Friend1: If the gardener is equal, wouldn’t everyone want that job? Gardening looks easier than doing other things.

[Radha-Krishna deities]Friend2: It’s not a question of easy or difficult. It’s about using the qualities you have to the best of your ability. If you are skilled in speaking and leading, then you can actively preach the philosophy of devotional service. You can help to train others in following the regulative principles, such as in chanting the holy names: Hare Krishna Hare Krishna, Krishna Krishna, Hare Hare, Hare Rama Hare Rama, Rama Rama, Hare Hare.

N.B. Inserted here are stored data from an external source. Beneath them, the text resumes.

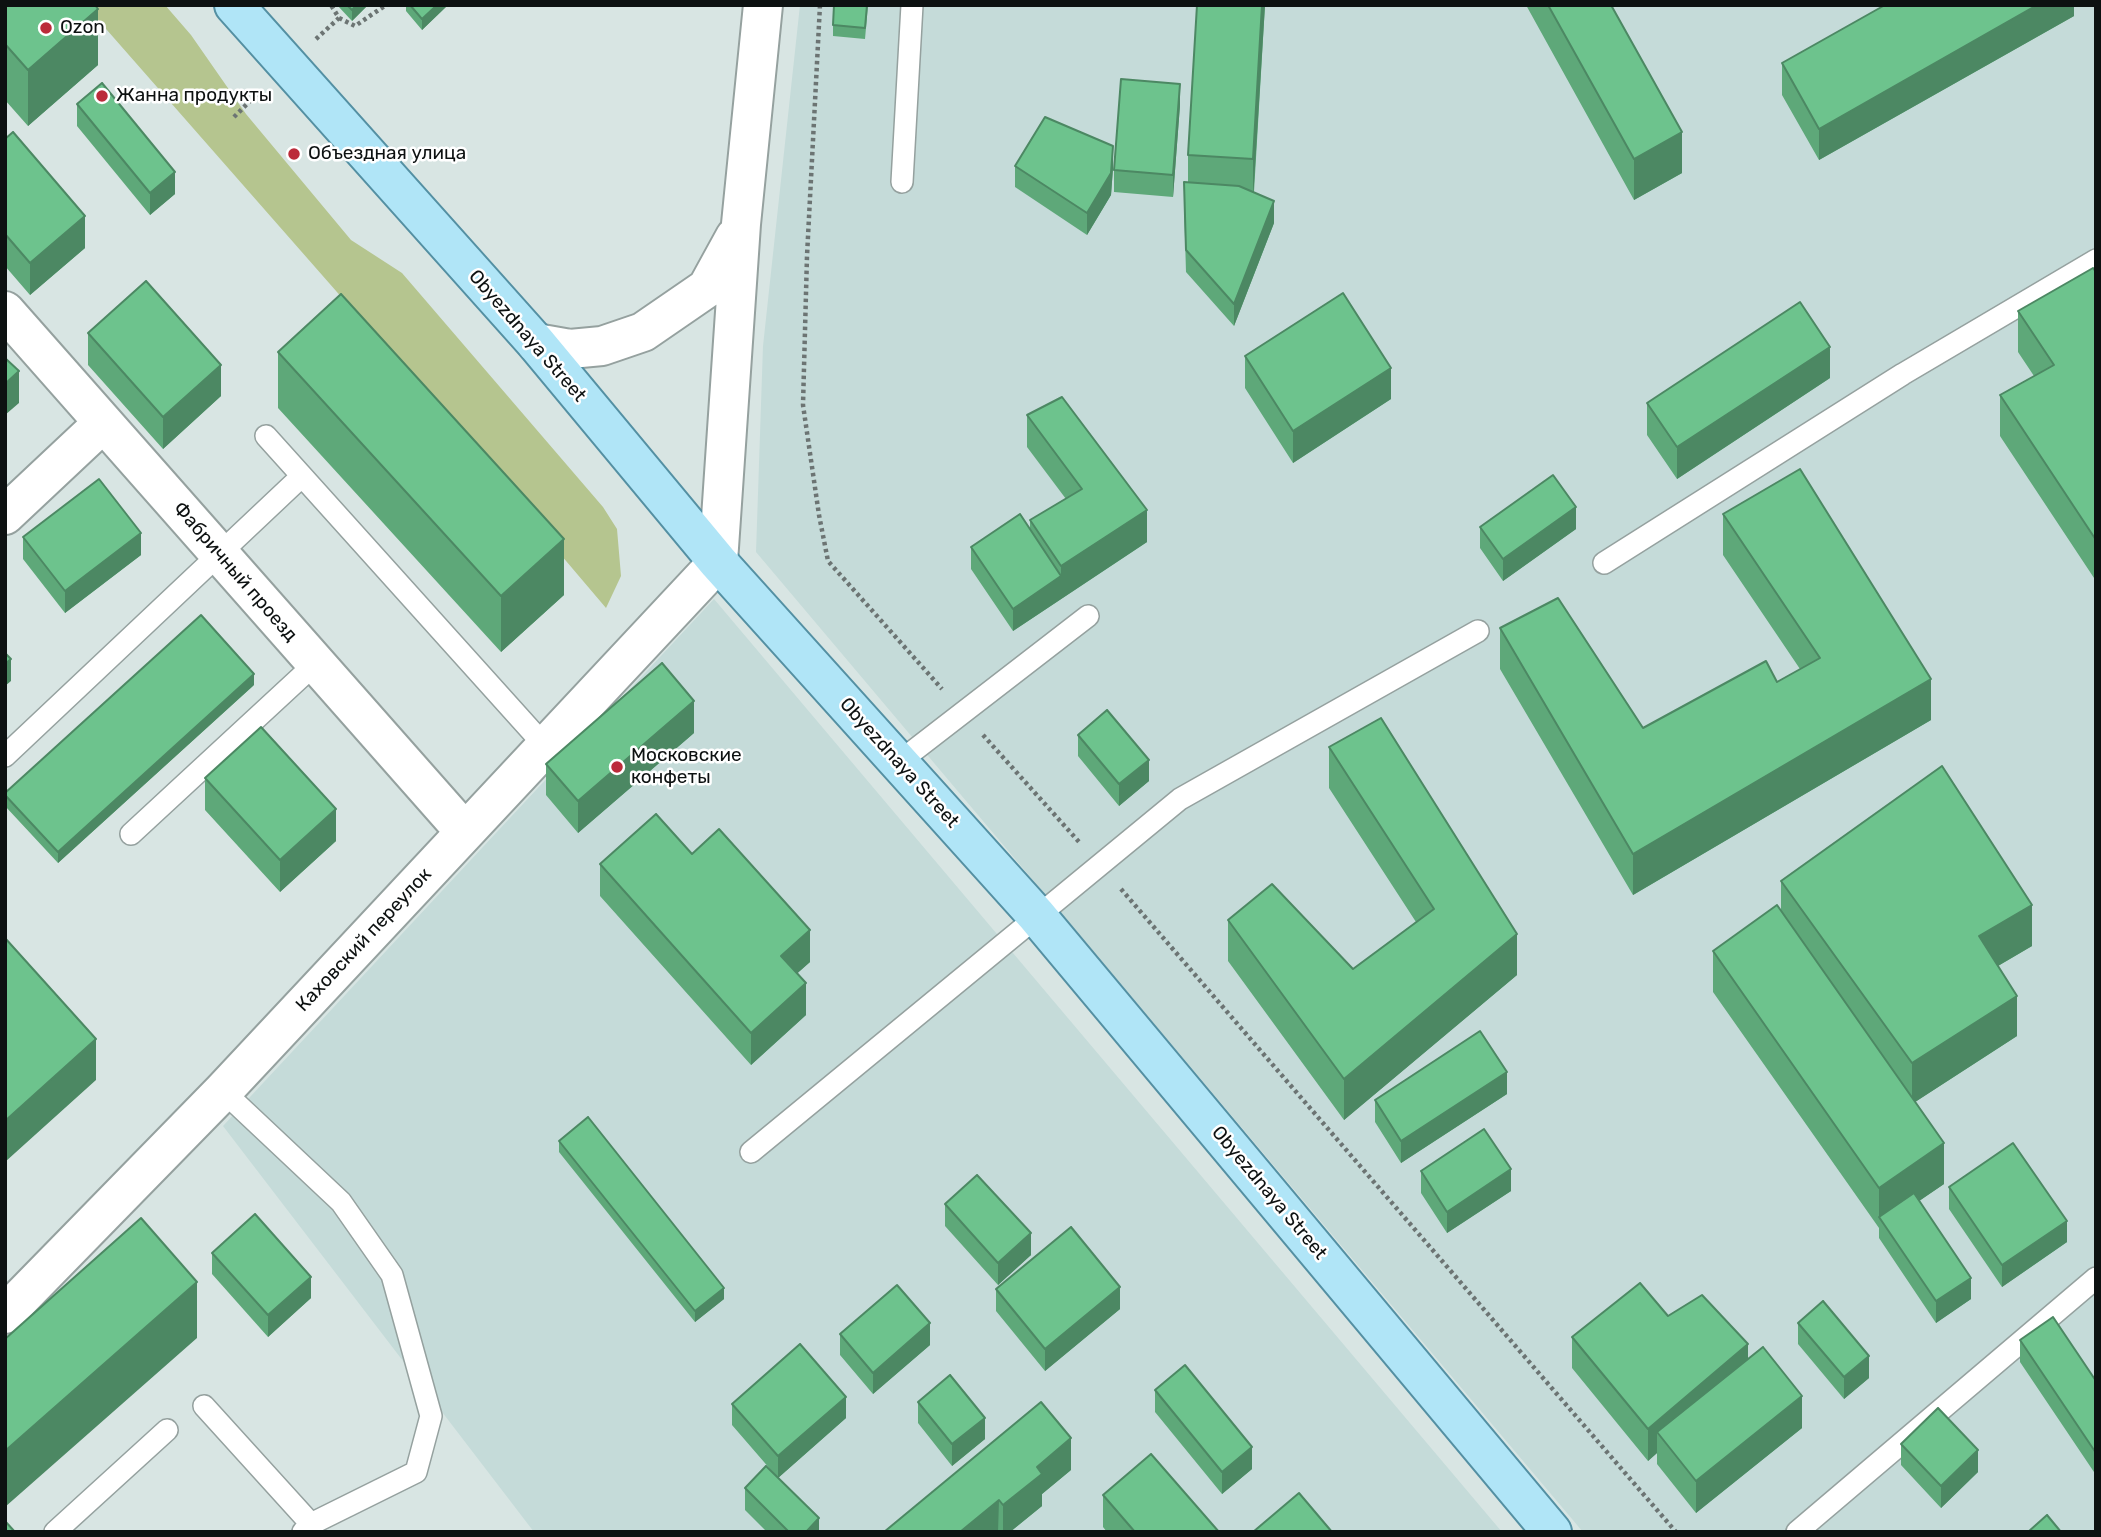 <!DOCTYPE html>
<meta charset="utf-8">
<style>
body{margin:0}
#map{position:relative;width:2101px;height:1537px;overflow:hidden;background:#d8e5e3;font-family:Rubik,sans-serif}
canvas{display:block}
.frame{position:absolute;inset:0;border:7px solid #0d1111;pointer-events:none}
</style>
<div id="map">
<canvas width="2101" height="1537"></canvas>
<div class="frame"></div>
</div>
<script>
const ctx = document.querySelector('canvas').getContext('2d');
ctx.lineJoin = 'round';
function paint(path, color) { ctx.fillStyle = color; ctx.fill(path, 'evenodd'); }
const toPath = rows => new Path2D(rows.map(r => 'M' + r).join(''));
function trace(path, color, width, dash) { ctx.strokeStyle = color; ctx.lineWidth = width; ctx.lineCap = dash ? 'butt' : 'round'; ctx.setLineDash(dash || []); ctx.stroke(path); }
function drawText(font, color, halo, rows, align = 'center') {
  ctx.font = font + ' Rubik,sans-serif'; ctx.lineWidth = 5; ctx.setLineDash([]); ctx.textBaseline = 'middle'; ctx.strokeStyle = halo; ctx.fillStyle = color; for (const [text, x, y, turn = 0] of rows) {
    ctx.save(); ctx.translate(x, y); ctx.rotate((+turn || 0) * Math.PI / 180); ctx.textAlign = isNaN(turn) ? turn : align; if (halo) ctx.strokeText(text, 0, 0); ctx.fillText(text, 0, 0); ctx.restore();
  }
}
paint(toPath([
 [800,5,2096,5,2096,1532,1583,1532,756,552,763,346],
 [714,599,1502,1532,534,1532,223,1126]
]), '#c5dbd9');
paint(toPath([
 [85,5,165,5,191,35,246,114,351,240,402,273,603,507,617,529,621,576,606,608,358,316]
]), '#b5c58f');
const service = toPath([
 [902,182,912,5],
 [266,436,545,746],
 [1604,563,1903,374,2096,260],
 [5,756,302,476],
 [899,762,1088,616],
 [131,834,316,663],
 [223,1091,341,1202,392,1275,431,1416,416,1472,311,1524,303,1532],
 [751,1152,1180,799,1478,631],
 [204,1406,311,1524],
 [55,1532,167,1430],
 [1797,1532,2096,1278]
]);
const minor = toPath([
 [5,311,465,832],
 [5,515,103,423],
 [5,1314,223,1091,718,562]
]);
const secondary = toPath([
 [536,343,570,349,602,346,643,332,707,288,735,237],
 [718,562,741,224,763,5]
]);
const primary = toPath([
 [234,5,536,343,718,562,1036,915,1552,1532]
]);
trace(service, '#95a19f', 24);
trace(minor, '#95a19f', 42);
trace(secondary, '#95a19f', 42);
trace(primary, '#5490a3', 42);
trace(toPath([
 [820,5,807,256,803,405,819,515,828,561,942,689],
 [339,18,355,26,386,5],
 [316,39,339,18,331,5],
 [234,117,258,93],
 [983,735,1080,843],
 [1121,889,1676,1532]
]), '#6c7473', 4.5, [3.5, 3.5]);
trace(service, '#fff', 21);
trace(minor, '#fff', 38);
trace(secondary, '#fff', 38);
trace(primary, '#b0e5f7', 38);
paint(toPath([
 [5,5,98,65,28,126,5,100],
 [337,5,368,5,352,21],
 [406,5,448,5,422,30,406,11],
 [868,5,865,39,833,36,833,25],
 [1197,5,1265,5,1254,192,1274,223,1234,326,1186,272,1184,204,1188,183,1188,155],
 [1526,5,1611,5,1682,173,1634,200],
 [2074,5,2074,16,1819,160,1782,95,1782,63],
 [77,104,175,194,150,215,77,126],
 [1180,105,1173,197,1114,192,1114,170],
 [5,139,85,248,30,295,5,266],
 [1015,166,1113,168,1111,195,1087,235,1015,187],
 [2096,272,2096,581,2000,436,2000,395,2034,376,2018,352,2018,311],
 [88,333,221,396,163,449,88,365],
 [278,352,564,595,501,652,278,408],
 [1245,356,1391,399,1293,463,1245,388],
 [1830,378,1677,479,1647,435,1647,403],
 [1027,415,1147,542,1013,631,971,569,971,547,1030,530,1030,520,1066,499,1027,447],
 [1723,514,1931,720,1633,895,1500,669,1500,628,1643,728,1777,682,1800,669,1723,555],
 [1480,527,1576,529,1503,581,1480,548],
 [23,537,141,555,65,613,23,559],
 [254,685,58,863,5,806,5,793],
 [694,733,578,833,546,795,546,764],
 [1078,735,1149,781,1119,806,1078,756],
 [1329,747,1517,975,1344,1120,1228,961,1228,920,1353,969,1416,922,1329,788],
 [205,778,336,841,280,892,205,810],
 [692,854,810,962,797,973,806,1015,751,1065,600,896,600,864],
 [1781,881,2032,946,1998,966,2017,1036,1915,1102,1944,1184,1919,1201,1971,1299,1936,1323,1879,1238,1879,1228,1713,992,1713,951,1781,912],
 [1507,1094,1401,1163,1375,1122,1375,1100],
 [559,1141,724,1299,695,1322,559,1152],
 [1421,1171,1511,1191,1447,1233,1421,1193],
 [1949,1187,2067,1242,2002,1287,1949,1209],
 [945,1204,1031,1255,998,1285,945,1226],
 [212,1253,311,1298,268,1337,212,1274],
 [996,1289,1120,1309,1045,1371,996,1311],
 [1668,1316,1748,1359,1802,1428,1696,1513,1657,1464,1657,1453,1648,1461,1572,1368,1572,1337],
 [1798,1323,1869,1378,1844,1399,1798,1344],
 [840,1334,930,1345,873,1394,840,1355],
 [2020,1340,2096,1381,2096,1475,2020,1362],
 [1155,1390,1252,1469,1222,1494,1155,1412],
 [918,1402,985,1439,952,1466,918,1423],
 [732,1404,846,1418,778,1478,819,1532,767,1532,745,1510,745,1488,777,1477,732,1425],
 [1901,1444,1978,1472,1941,1508,1901,1465],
 [1071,1470,1042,1494,1042,1506,1010,1532,884,1532],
 [1103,1495,1219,1532,1107,1532,1103,1527]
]), '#5ea879');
paint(toPath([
 [356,5,368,5,352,21,352,10],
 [437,5,448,5,422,30,422,19],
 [1262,5,1265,5,1253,200,1253,159],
 [2037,5,2074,5,2074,16,1819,160,1819,129],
 [98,9,98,65,28,126,28,70],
 [1180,84,1180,105,1173,197,1173,175],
 [1682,132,1682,173,1634,200,1634,159],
 [1113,146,1113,168,1111,195,1087,235,1087,213],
 [175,172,175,194,150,215,150,193],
 [1274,201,1274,223,1234,326,1234,304],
 [85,216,85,248,30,295,30,263],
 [1830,347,1830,378,1677,479,1677,447],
 [221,365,221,396,163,449,163,417],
 [1391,368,1391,399,1293,463,1293,431],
 [19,371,19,403,5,415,5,384],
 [1576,507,1576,529,1503,581,1503,559],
 [1147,510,1147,542,1013,631,1013,609,1061,576,1061,566],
 [141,533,141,555,65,613,65,591],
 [564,539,564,595,501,652,501,596],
 [11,659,11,681,5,686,5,664],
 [254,674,254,685,58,863,58,852],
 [1931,679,1931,720,1633,895,1633,854],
 [694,701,694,733,578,833,578,801],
 [1149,760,1149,781,1119,806,1119,784],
 [336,809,336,841,280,892,280,860],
 [2032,905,2032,946,1979,977,1979,936],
 [810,930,810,962,781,988,781,956],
 [1517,934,1517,975,1344,1120,1344,1079],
 [806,983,806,1015,751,1065,751,1033],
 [2017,996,2017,1036,1912,1104,1912,1063],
 [96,1039,96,1080,5,1162,5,1121],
 [1507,1072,1507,1094,1401,1163,1401,1141],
 [1944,1143,1944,1184,1884,1225,1879,1218,1879,1188],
 [1511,1169,1511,1191,1447,1233,1447,1212],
 [2067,1221,2067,1242,2002,1287,2002,1265],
 [1031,1233,1031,1255,998,1285,998,1263],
 [311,1277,311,1298,268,1337,268,1315],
 [1971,1278,1971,1299,1936,1323,1936,1301],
 [197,1282,197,1338,5,1507,5,1451],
 [1120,1287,1120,1309,1045,1371,1045,1349],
 [724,1288,724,1299,695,1322,695,1311],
 [930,1323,930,1345,873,1394,873,1373],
 [1748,1344,1748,1376,1657,1432,1657,1453,1648,1461,1648,1429],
 [1869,1356,1869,1378,1844,1399,1844,1377],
 [1802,1396,1802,1428,1696,1513,1696,1481],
 [846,1397,846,1418,778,1478,778,1456],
 [985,1418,985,1439,952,1466,952,1444],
 [1071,1438,1071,1470,1042,1494,1042,1506,1010,1532,1003,1532,1003,1505,1037,1467],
 [1252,1447,1252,1469,1222,1494,1222,1472],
 [1978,1450,1978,1472,1941,1508,1941,1486],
 [999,1500,998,1532,960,1532],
 [819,1518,819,1532,806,1532]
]), '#4c8863');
const building = toPath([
 [5,5,95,5,98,9,28,70,5,44,5,5],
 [347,5,356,5,352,10,347,5],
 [410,5,437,5,422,19,410,5],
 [834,5,867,5,865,28,833,25,834,5],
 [1197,5,1262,5,1253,159,1188,155,1197,5],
 [1548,5,1611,5,1682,132,1634,159,1548,5],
 [1885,5,2037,5,1819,129,1782,63,1885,5],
 [1121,79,1180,84,1173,175,1114,170,1121,79],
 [102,83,175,172,150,193,77,104,102,83],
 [1045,117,1113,146,1111,173,1087,213,1015,166,1045,117],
 [13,132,85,216,30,263,5,234,5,139,13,132],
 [1184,182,1239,186,1274,201,1234,304,1186,250,1184,182],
 [2093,268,2096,272,2096,540,2000,395,2054,365,2018,311,2093,268],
 [146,281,221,365,163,417,88,333,146,281],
 [1343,293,1391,368,1293,431,1245,356,1343,293],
 [341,294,564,539,501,596,278,352,341,294],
 [1800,302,1830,347,1677,447,1647,403,1800,302],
 [5,358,19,371,5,384,5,358],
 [1062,397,1147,510,1061,566,1030,520,1082,489,1027,415,1062,397],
 [1800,469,1931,679,1633,854,1500,628,1558,598,1643,728,1766,661,1777,682,1820,658,1723,514,1800,469],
 [1553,475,1576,507,1503,559,1480,527,1553,475],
 [99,479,141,533,65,591,23,537,99,479],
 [1020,514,1061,576,1013,609,971,547,1020,514],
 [201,615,254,674,58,852,5,795,5,793,201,615],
 [5,653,11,659,5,664,5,653],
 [662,663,694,701,578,801,546,764,662,663],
 [1107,710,1149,760,1119,784,1078,735,1107,710],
 [1381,718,1517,934,1344,1079,1228,920,1272,884,1353,969,1434,909,1329,747,1381,718],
 [261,727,336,809,280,860,205,778,261,727],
 [1942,766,2032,905,1979,936,2017,996,1912,1063,1781,881,1942,766],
 [656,814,692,854,719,829,810,930,781,956,806,983,751,1033,600,864,656,814],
 [1777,905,1944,1143,1879,1188,1713,951,1777,905],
 [5,938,96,1039,5,1121,5,938],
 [1480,1031,1507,1072,1401,1141,1375,1100,1480,1031],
 [588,1117,724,1288,695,1311,559,1141,588,1117],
 [1484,1129,1511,1169,1447,1212,1421,1171,1484,1129],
 [2013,1143,2067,1221,2002,1265,1949,1187,2013,1143],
 [977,1175,1031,1233,998,1263,945,1204,977,1175],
 [1914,1193,1971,1278,1936,1301,1879,1217,1914,1193],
 [255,1214,311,1277,268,1315,212,1253,255,1214],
 [141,1218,197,1282,5,1451,5,1339,141,1218],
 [1071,1227,1120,1287,1045,1349,996,1289,1071,1227],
 [1640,1283,1668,1316,1702,1295,1748,1344,1648,1429,1572,1337,1640,1283],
 [897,1285,930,1323,873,1373,840,1334,897,1285],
 [1823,1301,1869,1356,1844,1377,1798,1323,1823,1301],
 [2053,1317,2096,1381,2096,1453,2020,1340,2053,1317],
 [800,1344,846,1397,778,1456,732,1404,800,1344],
 [1763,1347,1802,1396,1696,1481,1657,1432,1763,1347],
 [1185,1365,1252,1447,1222,1472,1155,1390,1185,1365],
 [950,1375,985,1418,952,1444,918,1402,950,1375],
 [1041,1402,1071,1438,1037,1467,1042,1474,1003,1505,999,1500,960,1532,884,1532,1041,1402],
 [1938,1408,1978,1450,1941,1486,1901,1444,1938,1408],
 [1151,1454,1219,1532,1135,1532,1103,1495,1151,1454],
 [766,1466,819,1518,806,1532,789,1532,745,1488,766,1466],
 [1299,1493,1332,1532,1253,1532,1299,1493],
 [2047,1515,2061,1532,2028,1532,2047,1515],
 [5,1521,15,1532,5,1532,5,1521]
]);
paint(building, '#6dc38d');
trace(building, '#4c8863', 2);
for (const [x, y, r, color] of [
 [46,28,7,"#bb2b3a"],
 [102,96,7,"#bb2b3a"],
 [294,154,7,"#bb2b3a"],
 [617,767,7,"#bb2b3a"]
]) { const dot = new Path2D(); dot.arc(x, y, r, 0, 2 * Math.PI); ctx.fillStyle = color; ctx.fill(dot); trace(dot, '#fff', 2.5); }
drawText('19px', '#0d1111', '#fff', [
 ["Ozon",60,28],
 ["Жанна продукты",116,96],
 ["Объездная улица",308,154],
 ["Московские",631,756],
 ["конфеты",631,778]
], 'left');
drawText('19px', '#0d1111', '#fff', [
 ["Obyezdnaya Street",527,336,49],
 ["Фабричный проезд",235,572,49],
 ["Obyezdnaya Street",899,763,48],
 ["Каховский переулок",364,940,-47],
 ["Obyezdnaya Street",1269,1193,50]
]);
</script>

Friend1: So, are there clashes between the classes? Is the sweeper eager to become the acharya, the person who leads by example? Is there upward mobility? Do the traveling preachers look down on the people who don’t travel? Do the residents of the temple resent the congregation members?

Friend2: Envy will surely exist as long as the devotion remains impure. But when there is no impurity, something strange happens. Each person considers their service to be insufficient. The pujari will think that the sweeper is much higher since they do their job so sincerely. The sweeper will think likewise about the pujari. Unlike in the material realm, there is no desire to surpass anyone. There is only appreciation for others and what they bring to the table. It makes sense since the Supreme Lord is pleased by any genuine service. He does not look for size. He looks only at sincerity, strength in resolve in following through. In this way anyone can become dear to Him. Even a little service goes a long way with Him.

In Closing:

Present minimum wage not fair,

Wealth with workers the owner should share.

Upward mobility, higher in class to go,

Advancement when bank balance to grow.

In bhakti the sweeper and pujari the same,

When acting without personal gain.

No envy, not considering low or high,

Lord appreciates anything with sincerity to try.